§ What you will do:
Omit the pictures, then write out every entry exactly as it reads.

§ Available data:
*-*-*

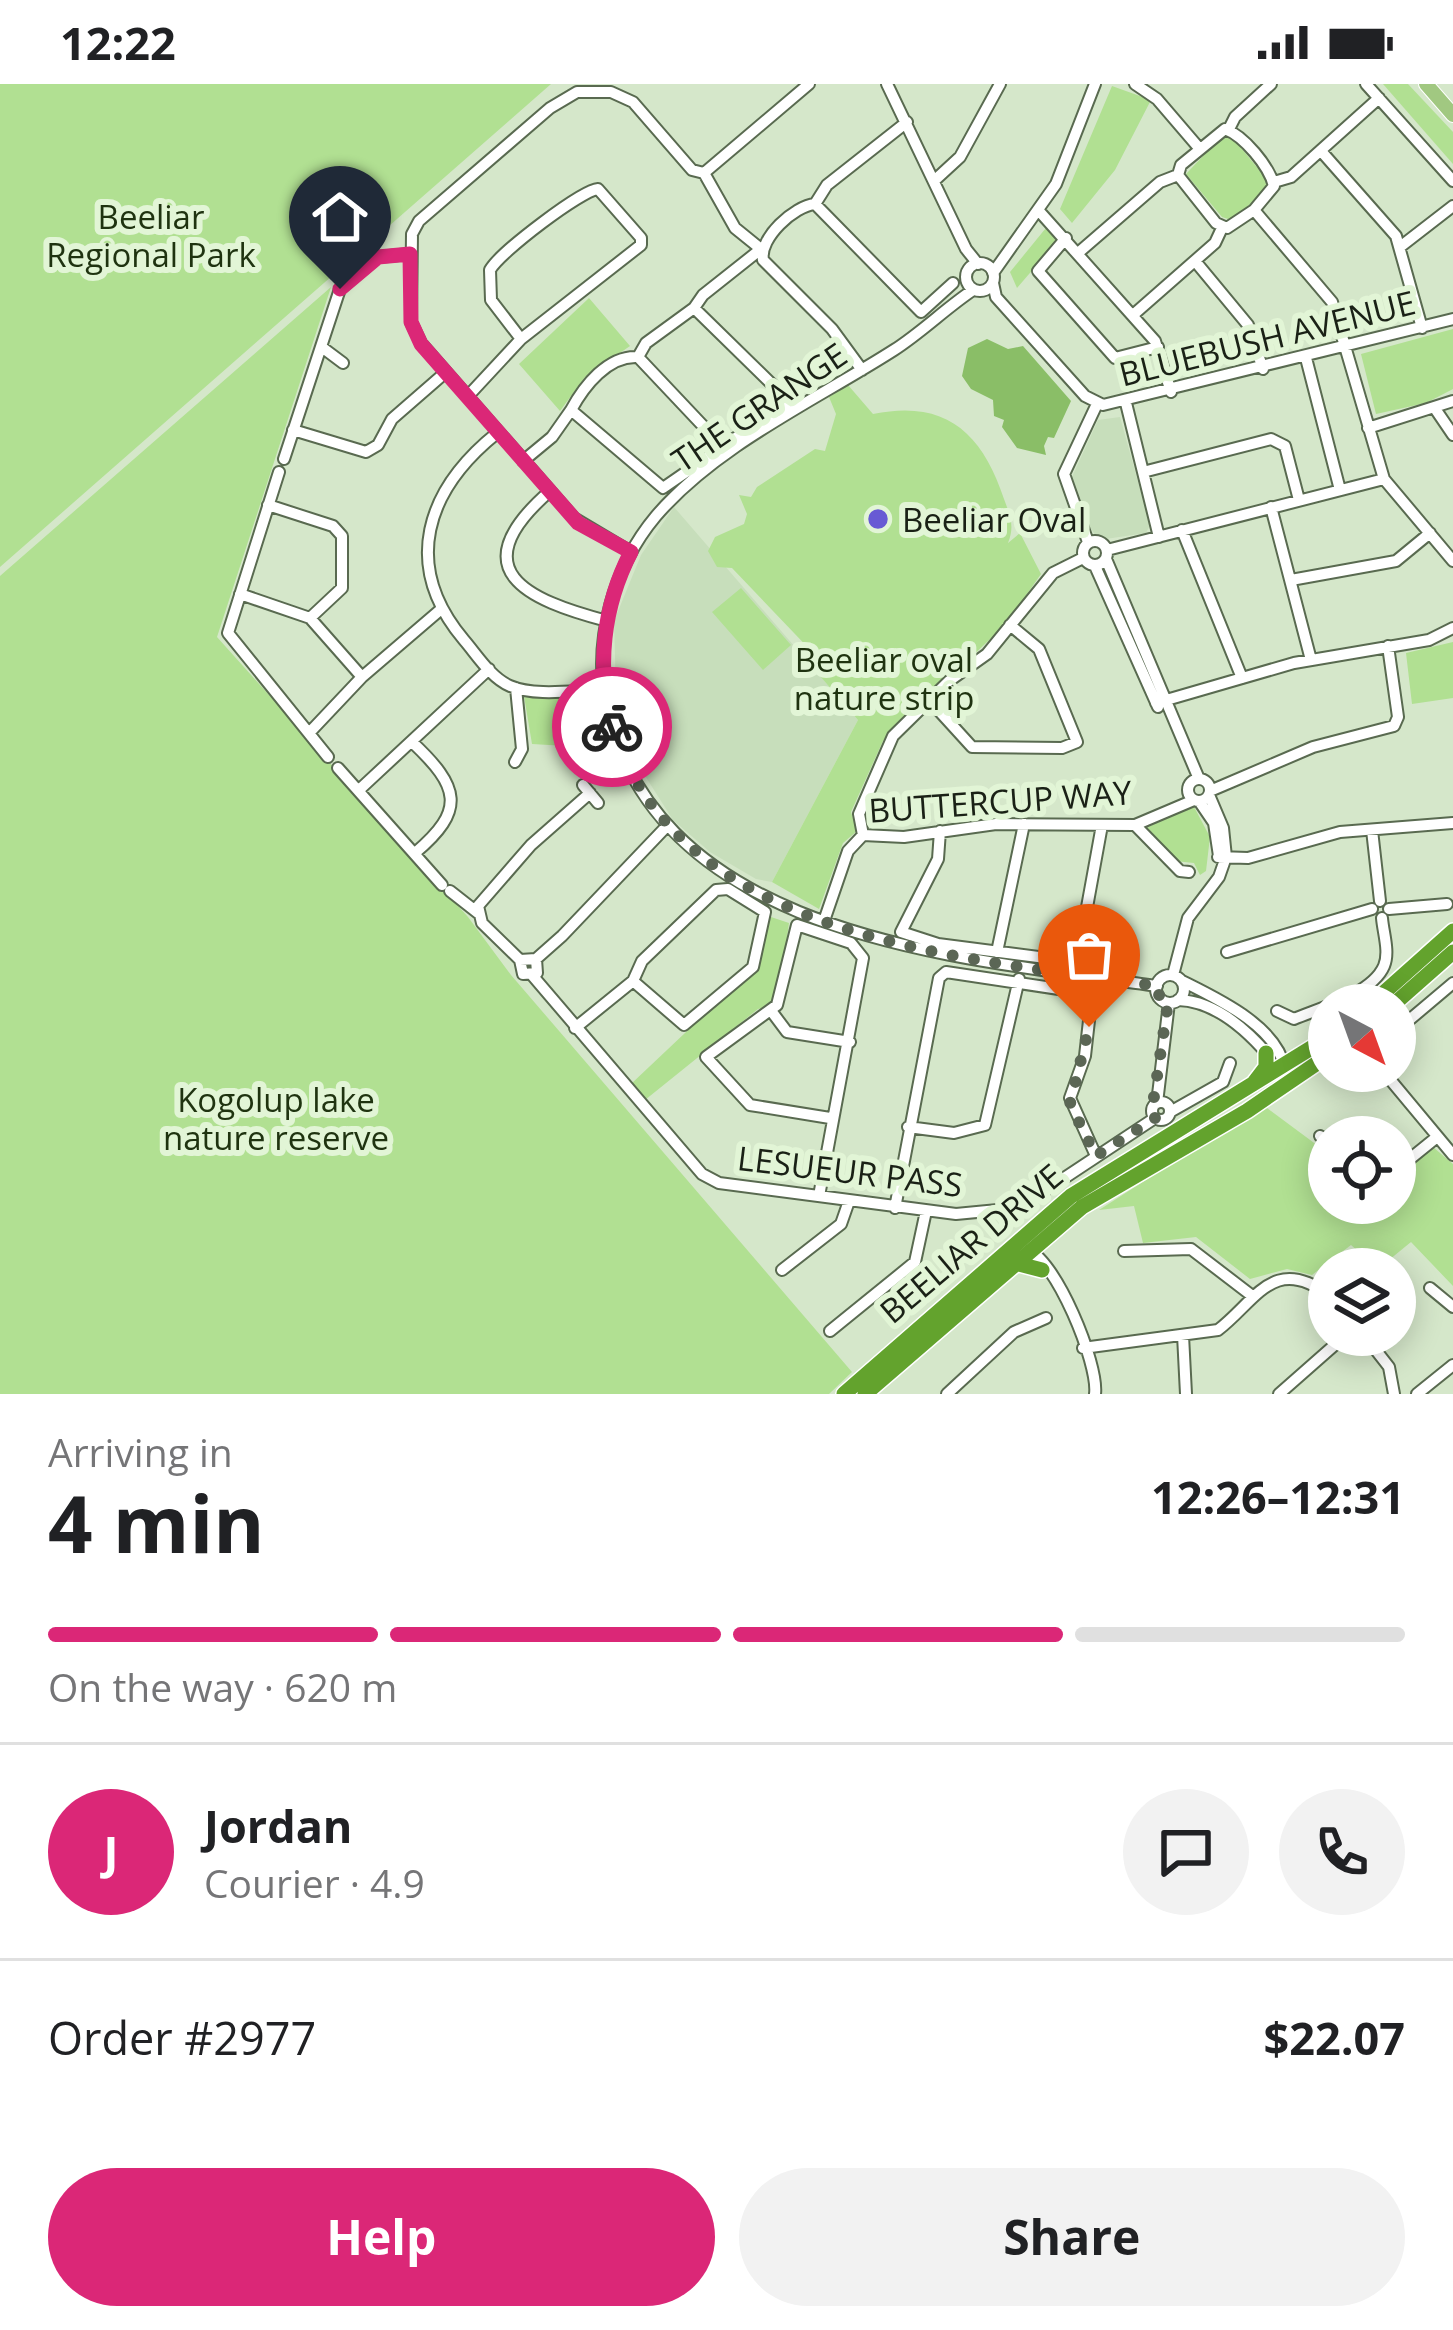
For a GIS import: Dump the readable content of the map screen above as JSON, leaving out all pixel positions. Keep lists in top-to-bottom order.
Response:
{
  "streets": {
    "highway": ["BEELIAR DRIVE"],
    "street": [
      "BLUEBUSH AVENUE",
      "THE GRANGE",
      "BUTTERCUP WAY",
      "LESUEUR PASS"
    ]
  },
  "crossings": [
    ["BLUEBUSH AVENUE", "THE GRANGE"],
    ["THE GRANGE", "BUTTERCUP WAY"]
  ],
  "parks": ["Beeliar Regional Park", "Beeliar oval nature strip", "Kogolup lake nature reserve"],
  "places": ["Beeliar Oval"],
  "north": "bottom right",
  "page": {
    "status": "12:22",
    "heading": ["4 min", "Arriving in", "12:26–12:31"],
    "panel": [
      "Jordan",
      "Courier · 4.9",
      "Order #2977",
      "$22.07"
    ],
    "bar": "On the way · 620 m",
    "round": "J",
    "buttons": ["Help", "Share"]
  }
}
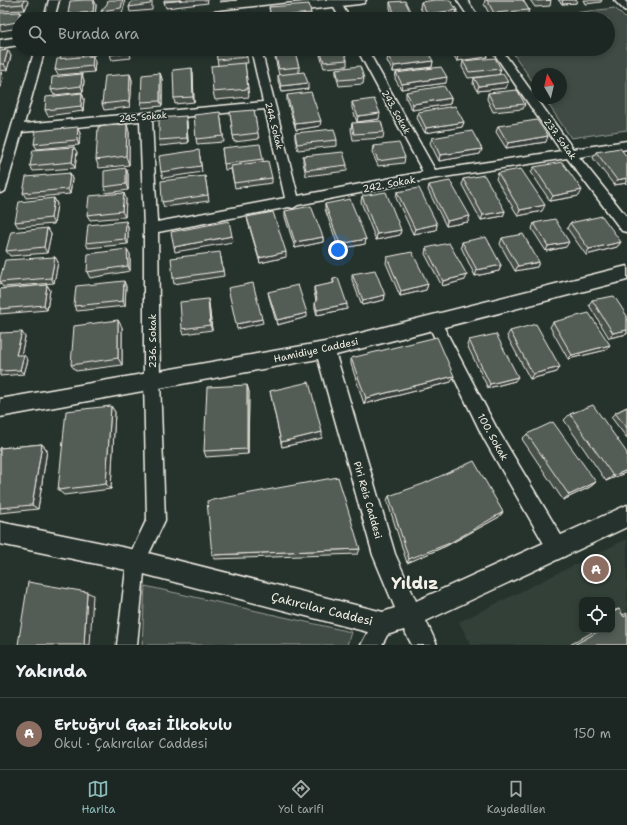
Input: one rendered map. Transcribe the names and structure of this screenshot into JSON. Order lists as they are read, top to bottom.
{
  "streets": {
    "street": [
      "243. Sokak",
      "245. Sokak",
      "244. Sokak",
      "237. Sokak",
      "242. Sokak",
      "236. Sokak",
      "Hamidiye Caddesi",
      "100. Sokak",
      "Piri Reis Caddesi",
      "Çakırcılar Caddesi"
    ]
  },
  "crossings": [
    ["243. Sokak", "242. Sokak"],
    ["245. Sokak", "244. Sokak"],
    ["245. Sokak", "236. Sokak"],
    ["244. Sokak", "242. Sokak"],
    ["237. Sokak", "242. Sokak"],
    ["242. Sokak", "236. Sokak"],
    ["236. Sokak", "Hamidiye Caddesi"],
    ["236. Sokak", "Çakırcılar Caddesi"],
    ["Hamidiye Caddesi", "100. Sokak"],
    ["Hamidiye Caddesi", "Piri Reis Caddesi"],
    ["100. Sokak", "Çakırcılar Caddesi"],
    ["Piri Reis Caddesi", "Çakırcılar Caddesi"]
  ],
  "districts": ["Yıldız"],
  "north": "top",
  "page": {
    "search": "Burada ara",
    "pins": "A",
    "heading": "Yakında",
    "list": [
      {
        "mark": "A",
        "name": "Ertuğrul Gazi İlkokulu",
        "note": "Okul · Çakırcılar Caddesi",
        "value": "150 m"
      }
    ],
    "nav": ["Harita", "Yol tarifi", "Kaydedilen"]
  }
}
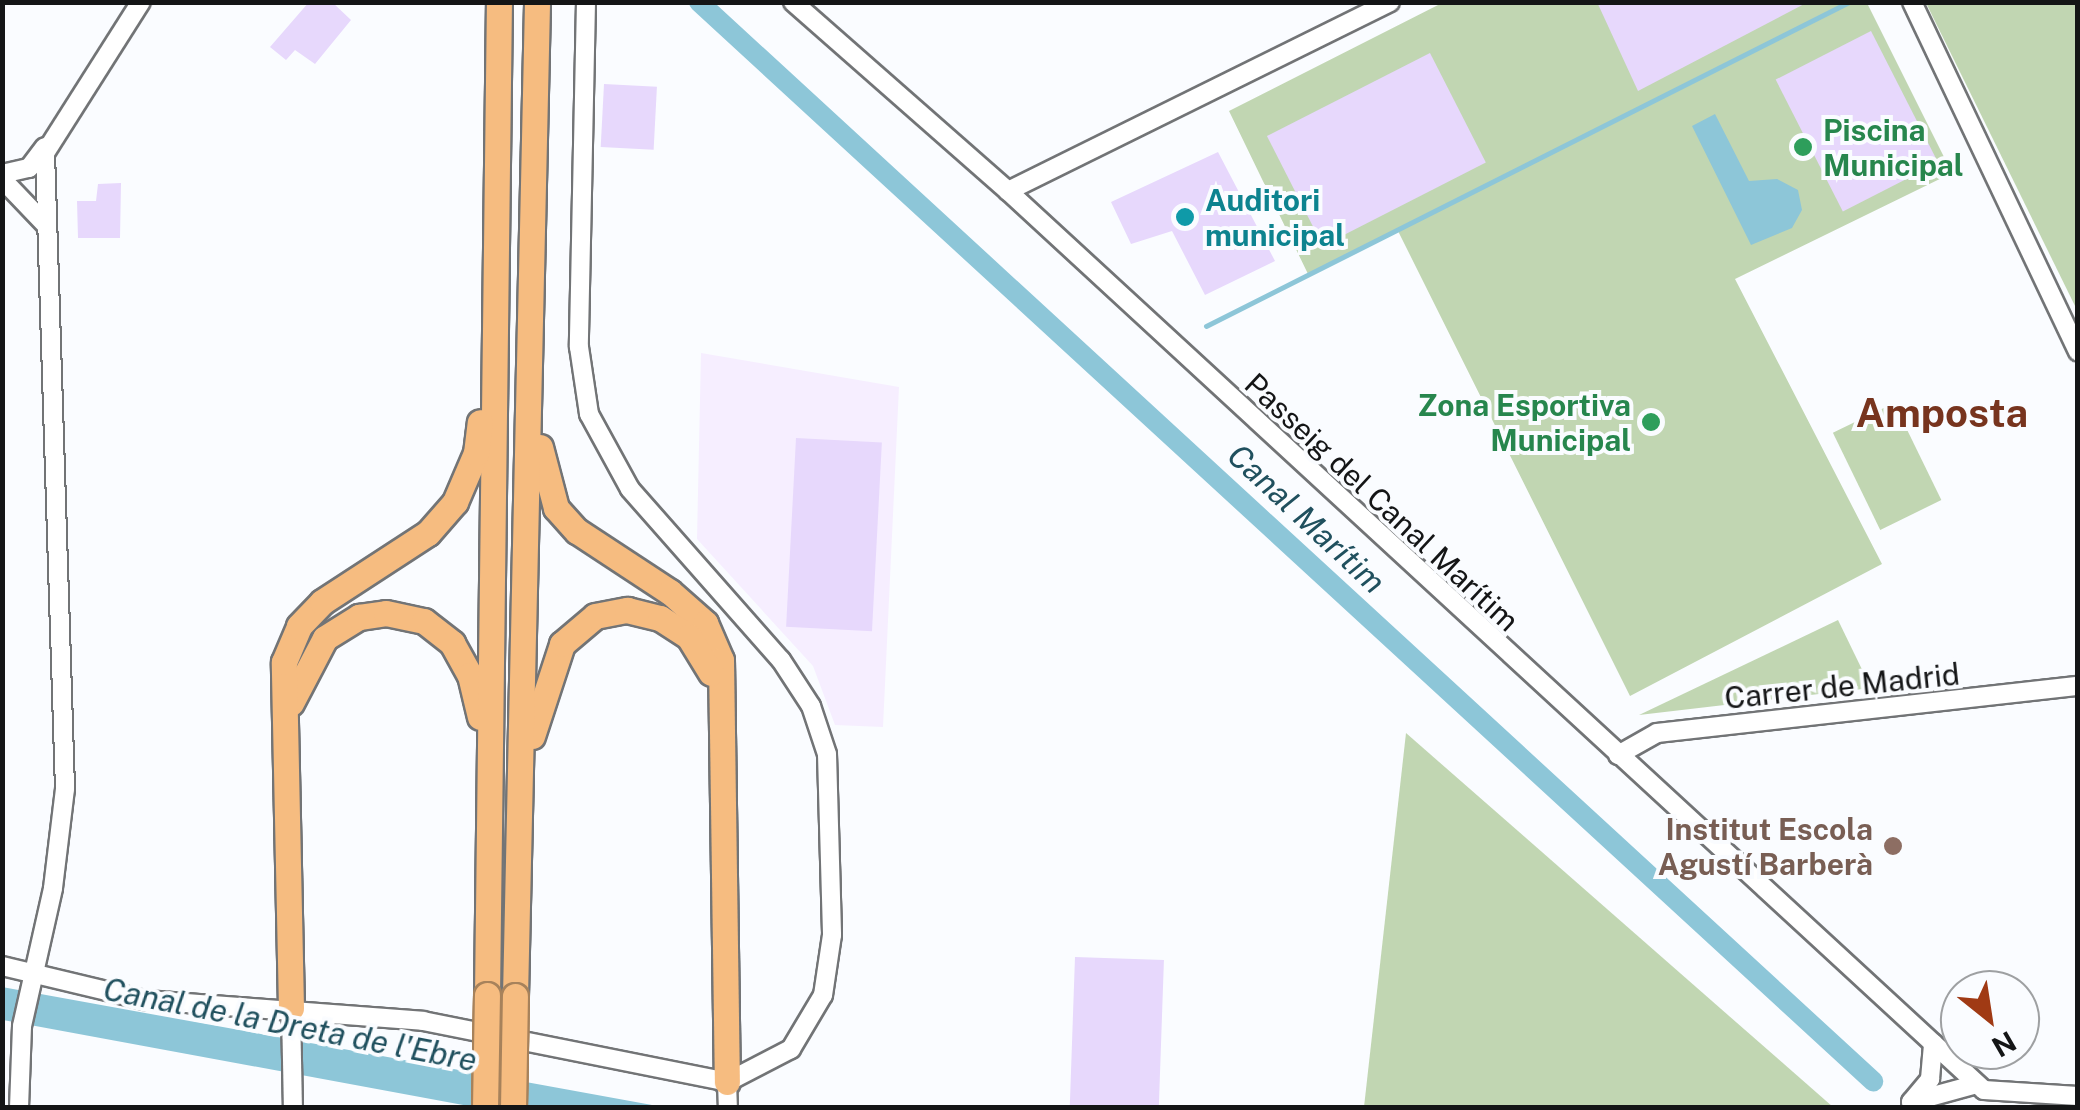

*-*-*

§ Solution to the exercise:
For a GIS import: Dump the readable content of the map screen above as JSON, leaving out all pixel positions. Keep lists in top-to-bottom order.
Response:
{
  "streets": {
    "highway": ["BEELIAR DRIVE"],
    "street": [
      "BLUEBUSH AVENUE",
      "THE GRANGE",
      "BUTTERCUP WAY",
      "LESUEUR PASS"
    ]
  },
  "crossings": [
    ["BLUEBUSH AVENUE", "THE GRANGE"],
    ["THE GRANGE", "BUTTERCUP WAY"]
  ],
  "parks": ["Beeliar Regional Park", "Beeliar oval nature strip", "Kogolup lake nature reserve"],
  "places": ["Beeliar Oval"],
  "north": "bottom right",
  "page": {
    "status": "12:22",
    "heading": ["4 min", "Arriving in", "12:26–12:31"],
    "panel": [
      "Jordan",
      "Courier · 4.9",
      "Order #2977",
      "$22.07"
    ],
    "bar": "On the way · 620 m",
    "round": "J",
    "buttons": ["Help", "Share"]
  }
}
Input: one rendered map. Transcribe the names and structure of this screenshot into JSON. Order lists as they are read, top to bottom.
{
  "streets": {
    "street": [
      "243. Sokak",
      "245. Sokak",
      "244. Sokak",
      "237. Sokak",
      "242. Sokak",
      "236. Sokak",
      "Hamidiye Caddesi",
      "100. Sokak",
      "Piri Reis Caddesi",
      "Çakırcılar Caddesi"
    ]
  },
  "crossings": [
    ["243. Sokak", "242. Sokak"],
    ["245. Sokak", "244. Sokak"],
    ["245. Sokak", "236. Sokak"],
    ["244. Sokak", "242. Sokak"],
    ["237. Sokak", "242. Sokak"],
    ["242. Sokak", "236. Sokak"],
    ["236. Sokak", "Hamidiye Caddesi"],
    ["236. Sokak", "Çakırcılar Caddesi"],
    ["Hamidiye Caddesi", "100. Sokak"],
    ["Hamidiye Caddesi", "Piri Reis Caddesi"],
    ["100. Sokak", "Çakırcılar Caddesi"],
    ["Piri Reis Caddesi", "Çakırcılar Caddesi"]
  ],
  "districts": ["Yıldız"],
  "north": "top",
  "page": {
    "search": "Burada ara",
    "pins": "A",
    "heading": "Yakında",
    "list": [
      {
        "mark": "A",
        "name": "Ertuğrul Gazi İlkokulu",
        "note": "Okul · Çakırcılar Caddesi",
        "value": "150 m"
      }
    ],
    "nav": ["Harita", "Yol tarifi", "Kaydedilen"]
  }
}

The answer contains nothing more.